One of the richest people owns the Grizzlies?

Hyde, the wealthy founder of auto parts retailer AutoZone, was a co-owner of the Grizzlies and more than twice Pera’s age. As they ate, Hyde told a story that captivated Pera, then 34. Hyde told him it was around 1978, the year Pera was born, when Hyde was only 36 and had joined Walmart’s board of directors. Walmart founder Sam Walton himself drove to the airport to pick Hyde up in a beat-up van and then drove them back to his spartan corporate office, where the “boardroom” had folding tables and chairs.

Pera liked to think of himself as the personification of Walton in those days. Just as Walton’s retail chain began selling low-priced products to underserved villages in the 1960s, Pera’s networking company, Ubiquiti Networks, sold Wi-Fi to underserved corners of the world, from Africa to Asia.

Walmart became the world’s largest company (as of 2001, according to Fortune) and Walton one of its richest people. After the meeting with Hyde, Pera took to his personal blog and wrote, “I also aspire to drive Ubiquiti’s transformation from David to Goliath someday, just as Walton did.”

A decade later, Pera is richer than Walton ever was. His company has skyrocketed and so has his net worth to $15 billion and rising. The average NBA fan may know that the richest owners in the league are Steve Ballmer of the LA Clippers, worth about $100 billion depending on how Microsoft stock performs on any given day, and Dan Gilbert of the Cleveland Cavaliers, worth more than $20 billion. But Pera, who ranks third among the league’s owners, is a relative ghost, rarely seen and never heard from, unlike some of his peers who like to support sitting courtside.

Because of Pera’s ever-deepening pockets (he’s in line to receive $135 million this year from his Ubiquiti stock dividends alone), the Grizzlies are in position to keep their current roster of players and potentially add more.

This summer, Grizzlies franchise player Ja Morant is in line to receive his first big contract, one that could exceed $200 million, putting him on par with young star Luka Doncic of the Dallas Mavericks. Earlier this offseason, Grizzlies cornerstone Jaren Jackson Jr. signed a $105 million extension. Over the next two years, key young players Desmond Bane, Dillon Brooks, Brandon Clarke and Tyus Jones will look to get paid.

In conversations internally and with executives from other teams, the Grizzlies have been consistent with their message: when the time is right, Pera will spend what it takes.
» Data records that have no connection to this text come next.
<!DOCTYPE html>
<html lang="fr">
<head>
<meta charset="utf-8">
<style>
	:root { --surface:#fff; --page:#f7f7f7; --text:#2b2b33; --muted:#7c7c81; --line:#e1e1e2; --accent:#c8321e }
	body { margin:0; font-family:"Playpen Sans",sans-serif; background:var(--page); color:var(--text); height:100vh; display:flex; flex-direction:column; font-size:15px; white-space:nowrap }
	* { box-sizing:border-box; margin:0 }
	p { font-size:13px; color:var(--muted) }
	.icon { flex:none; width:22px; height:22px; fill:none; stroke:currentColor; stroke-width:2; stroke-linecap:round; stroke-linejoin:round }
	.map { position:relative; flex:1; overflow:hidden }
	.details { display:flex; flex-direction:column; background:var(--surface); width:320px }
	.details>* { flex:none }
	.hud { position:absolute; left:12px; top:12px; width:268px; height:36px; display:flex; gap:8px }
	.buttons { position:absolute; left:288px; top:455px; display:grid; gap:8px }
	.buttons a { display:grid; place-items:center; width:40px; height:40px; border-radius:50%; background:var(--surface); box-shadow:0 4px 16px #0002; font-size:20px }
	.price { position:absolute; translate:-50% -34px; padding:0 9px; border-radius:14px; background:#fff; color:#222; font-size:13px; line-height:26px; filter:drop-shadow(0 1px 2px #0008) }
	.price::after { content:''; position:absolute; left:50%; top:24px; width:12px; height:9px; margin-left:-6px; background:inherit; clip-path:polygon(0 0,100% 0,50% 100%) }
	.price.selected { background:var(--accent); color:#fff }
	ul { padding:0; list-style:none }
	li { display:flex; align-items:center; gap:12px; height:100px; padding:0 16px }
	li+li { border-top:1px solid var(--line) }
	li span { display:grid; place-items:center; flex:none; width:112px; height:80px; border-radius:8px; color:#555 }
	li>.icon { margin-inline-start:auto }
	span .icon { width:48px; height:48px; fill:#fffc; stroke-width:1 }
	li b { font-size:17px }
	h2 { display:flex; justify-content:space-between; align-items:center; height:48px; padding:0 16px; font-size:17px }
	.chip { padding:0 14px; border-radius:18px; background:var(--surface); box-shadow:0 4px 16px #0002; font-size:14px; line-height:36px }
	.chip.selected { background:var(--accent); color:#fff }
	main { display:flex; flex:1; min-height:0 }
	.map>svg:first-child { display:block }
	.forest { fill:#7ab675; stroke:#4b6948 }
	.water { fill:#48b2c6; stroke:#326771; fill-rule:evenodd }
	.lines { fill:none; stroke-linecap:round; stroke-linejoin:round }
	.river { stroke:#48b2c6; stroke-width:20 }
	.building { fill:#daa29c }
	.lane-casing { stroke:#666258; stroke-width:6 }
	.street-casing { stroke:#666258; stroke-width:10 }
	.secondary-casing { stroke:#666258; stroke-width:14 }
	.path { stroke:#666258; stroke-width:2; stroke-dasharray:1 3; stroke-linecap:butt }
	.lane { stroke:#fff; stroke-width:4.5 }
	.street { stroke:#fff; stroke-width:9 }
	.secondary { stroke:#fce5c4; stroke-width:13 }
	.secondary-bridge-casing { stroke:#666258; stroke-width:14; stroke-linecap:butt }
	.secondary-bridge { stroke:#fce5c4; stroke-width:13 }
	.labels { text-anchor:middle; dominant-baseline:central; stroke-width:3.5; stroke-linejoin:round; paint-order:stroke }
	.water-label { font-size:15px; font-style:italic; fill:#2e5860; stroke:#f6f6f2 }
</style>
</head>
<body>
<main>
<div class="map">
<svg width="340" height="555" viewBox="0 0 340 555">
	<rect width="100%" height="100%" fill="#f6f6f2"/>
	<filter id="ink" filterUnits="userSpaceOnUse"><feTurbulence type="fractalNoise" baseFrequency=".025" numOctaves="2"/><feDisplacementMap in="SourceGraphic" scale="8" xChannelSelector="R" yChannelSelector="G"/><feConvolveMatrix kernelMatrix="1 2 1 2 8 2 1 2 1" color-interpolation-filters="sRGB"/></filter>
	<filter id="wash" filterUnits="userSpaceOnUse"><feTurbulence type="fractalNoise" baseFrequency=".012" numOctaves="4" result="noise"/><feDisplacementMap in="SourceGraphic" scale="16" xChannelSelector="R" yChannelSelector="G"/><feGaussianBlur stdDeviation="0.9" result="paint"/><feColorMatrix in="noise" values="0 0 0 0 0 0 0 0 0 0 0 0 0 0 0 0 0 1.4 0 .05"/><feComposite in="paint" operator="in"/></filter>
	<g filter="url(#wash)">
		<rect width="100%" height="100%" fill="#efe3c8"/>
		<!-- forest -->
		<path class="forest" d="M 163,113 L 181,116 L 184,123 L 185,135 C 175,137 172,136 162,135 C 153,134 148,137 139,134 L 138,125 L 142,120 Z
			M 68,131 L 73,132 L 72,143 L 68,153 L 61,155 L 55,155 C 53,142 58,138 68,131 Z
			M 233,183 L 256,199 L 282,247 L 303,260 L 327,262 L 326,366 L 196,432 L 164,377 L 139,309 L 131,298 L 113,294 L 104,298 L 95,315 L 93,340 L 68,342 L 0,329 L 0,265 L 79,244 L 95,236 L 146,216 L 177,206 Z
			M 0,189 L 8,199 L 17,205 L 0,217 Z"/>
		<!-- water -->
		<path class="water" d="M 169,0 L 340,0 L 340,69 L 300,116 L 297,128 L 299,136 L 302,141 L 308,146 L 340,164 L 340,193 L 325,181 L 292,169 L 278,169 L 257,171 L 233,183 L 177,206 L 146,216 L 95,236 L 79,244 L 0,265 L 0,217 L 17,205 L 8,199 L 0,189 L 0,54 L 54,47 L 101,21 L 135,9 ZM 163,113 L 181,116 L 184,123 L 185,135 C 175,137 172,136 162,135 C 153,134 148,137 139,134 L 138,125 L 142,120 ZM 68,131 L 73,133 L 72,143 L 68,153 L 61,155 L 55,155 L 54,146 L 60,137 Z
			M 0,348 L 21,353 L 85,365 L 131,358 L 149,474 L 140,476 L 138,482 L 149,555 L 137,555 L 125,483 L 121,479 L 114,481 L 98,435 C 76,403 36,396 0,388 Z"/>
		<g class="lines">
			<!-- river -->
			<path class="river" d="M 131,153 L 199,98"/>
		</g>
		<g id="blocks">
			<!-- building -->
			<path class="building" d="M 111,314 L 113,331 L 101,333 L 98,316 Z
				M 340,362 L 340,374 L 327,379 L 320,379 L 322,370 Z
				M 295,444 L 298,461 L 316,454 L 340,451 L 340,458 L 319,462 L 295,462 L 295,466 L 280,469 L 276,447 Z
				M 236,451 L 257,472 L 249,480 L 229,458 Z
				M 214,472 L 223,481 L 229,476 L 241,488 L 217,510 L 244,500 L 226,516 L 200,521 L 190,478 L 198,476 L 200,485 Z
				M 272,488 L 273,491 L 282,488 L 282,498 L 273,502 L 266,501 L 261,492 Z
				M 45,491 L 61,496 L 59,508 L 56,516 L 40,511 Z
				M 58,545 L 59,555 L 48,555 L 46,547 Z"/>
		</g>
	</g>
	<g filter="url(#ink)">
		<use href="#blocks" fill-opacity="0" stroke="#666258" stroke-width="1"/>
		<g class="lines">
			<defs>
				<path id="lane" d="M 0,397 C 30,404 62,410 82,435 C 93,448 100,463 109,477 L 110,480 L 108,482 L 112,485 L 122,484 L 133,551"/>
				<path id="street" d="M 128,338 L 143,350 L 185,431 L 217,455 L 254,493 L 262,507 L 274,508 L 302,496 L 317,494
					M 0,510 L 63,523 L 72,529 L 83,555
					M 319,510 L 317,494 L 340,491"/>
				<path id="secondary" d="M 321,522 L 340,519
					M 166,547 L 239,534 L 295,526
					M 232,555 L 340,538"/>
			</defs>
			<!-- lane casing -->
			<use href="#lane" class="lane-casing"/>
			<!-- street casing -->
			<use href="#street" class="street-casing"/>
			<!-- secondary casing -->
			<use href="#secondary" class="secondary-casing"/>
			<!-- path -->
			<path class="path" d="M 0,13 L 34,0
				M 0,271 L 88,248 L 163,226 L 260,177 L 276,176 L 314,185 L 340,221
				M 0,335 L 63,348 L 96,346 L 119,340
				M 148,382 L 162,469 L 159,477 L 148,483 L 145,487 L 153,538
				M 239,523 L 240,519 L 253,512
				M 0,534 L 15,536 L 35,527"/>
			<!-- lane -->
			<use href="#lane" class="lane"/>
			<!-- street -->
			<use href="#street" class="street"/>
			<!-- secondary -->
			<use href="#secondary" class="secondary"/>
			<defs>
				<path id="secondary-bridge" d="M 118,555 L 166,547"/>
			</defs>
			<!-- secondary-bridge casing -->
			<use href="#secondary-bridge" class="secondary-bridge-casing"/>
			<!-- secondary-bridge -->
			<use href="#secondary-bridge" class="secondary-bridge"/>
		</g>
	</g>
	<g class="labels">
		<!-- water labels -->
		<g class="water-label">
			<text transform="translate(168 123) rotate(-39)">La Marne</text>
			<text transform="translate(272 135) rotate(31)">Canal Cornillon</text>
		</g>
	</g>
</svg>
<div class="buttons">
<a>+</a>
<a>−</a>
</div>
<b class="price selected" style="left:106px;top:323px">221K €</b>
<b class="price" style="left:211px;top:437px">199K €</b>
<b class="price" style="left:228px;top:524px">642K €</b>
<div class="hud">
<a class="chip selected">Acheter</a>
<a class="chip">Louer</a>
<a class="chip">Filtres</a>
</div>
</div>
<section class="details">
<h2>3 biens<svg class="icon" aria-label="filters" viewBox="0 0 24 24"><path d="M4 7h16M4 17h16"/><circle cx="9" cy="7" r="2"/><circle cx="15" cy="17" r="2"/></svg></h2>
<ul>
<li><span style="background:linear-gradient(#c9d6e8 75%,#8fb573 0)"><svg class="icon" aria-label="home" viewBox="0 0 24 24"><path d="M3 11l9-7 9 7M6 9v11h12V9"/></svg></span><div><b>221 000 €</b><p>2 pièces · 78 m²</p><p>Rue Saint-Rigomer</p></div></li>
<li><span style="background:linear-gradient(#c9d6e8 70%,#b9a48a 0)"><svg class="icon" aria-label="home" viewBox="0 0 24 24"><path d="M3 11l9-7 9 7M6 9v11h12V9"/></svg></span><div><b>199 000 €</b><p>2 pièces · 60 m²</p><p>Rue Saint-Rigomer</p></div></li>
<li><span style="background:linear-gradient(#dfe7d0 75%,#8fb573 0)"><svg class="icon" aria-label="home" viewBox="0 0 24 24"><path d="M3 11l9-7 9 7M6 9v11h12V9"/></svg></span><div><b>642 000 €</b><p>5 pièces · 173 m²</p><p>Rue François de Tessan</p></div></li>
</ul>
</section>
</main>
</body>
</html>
The time appears to be right.

IN THE MONTHS after Pera bought the Grizzlies in June 2012, he was caught in a financial whirlwind. His company was accused by the U.S. government of violating sanctions by selling products to Iran and North Korea, and faced fierce battles with counterfeiters, a problem the media in China alleged the company handled by working with the Chinese mafia.

Ubiquiti’s stock price plummeted as much as 75%.

Pera rushed to defend his firm, while at the same time trying to buy the Memphis franchise. He flew from one of his bases in Taiwan around the United States to try to secure financing. As part of that effort, Pera found himself on the set of the movie “Runner Runner” in Puerto Rico, where he met and courted musician Justin Timberlake to become an investor in the Grizzlies.

“From day one, [Pera is] someone who worked hard to make things happen behind the scenes,” says former NBA player Elliott Perry, who is one of the team’s co-owners. “He was always redoubling his efforts and trying to find ways to support the team.”

It took five months, but Pera found partners. He paid a $377 million value but controlled only about 25% of the shares. Then NBA commissioner David Stern, who had seen Pera’s net worth rise and fall dramatically and was aware of the financial scandals that had engulfed Pera’s company, engineered an obscure deal that threw Pera a lifeline. Stern allowed him to close the transaction, with no guarantee that he could keep the team for the long term. Stern installed an unusual “buy-sell clause” that would force Pera to buy out his two largest partners or sell the team to them after five years, essentially forcing him to buy the team twice.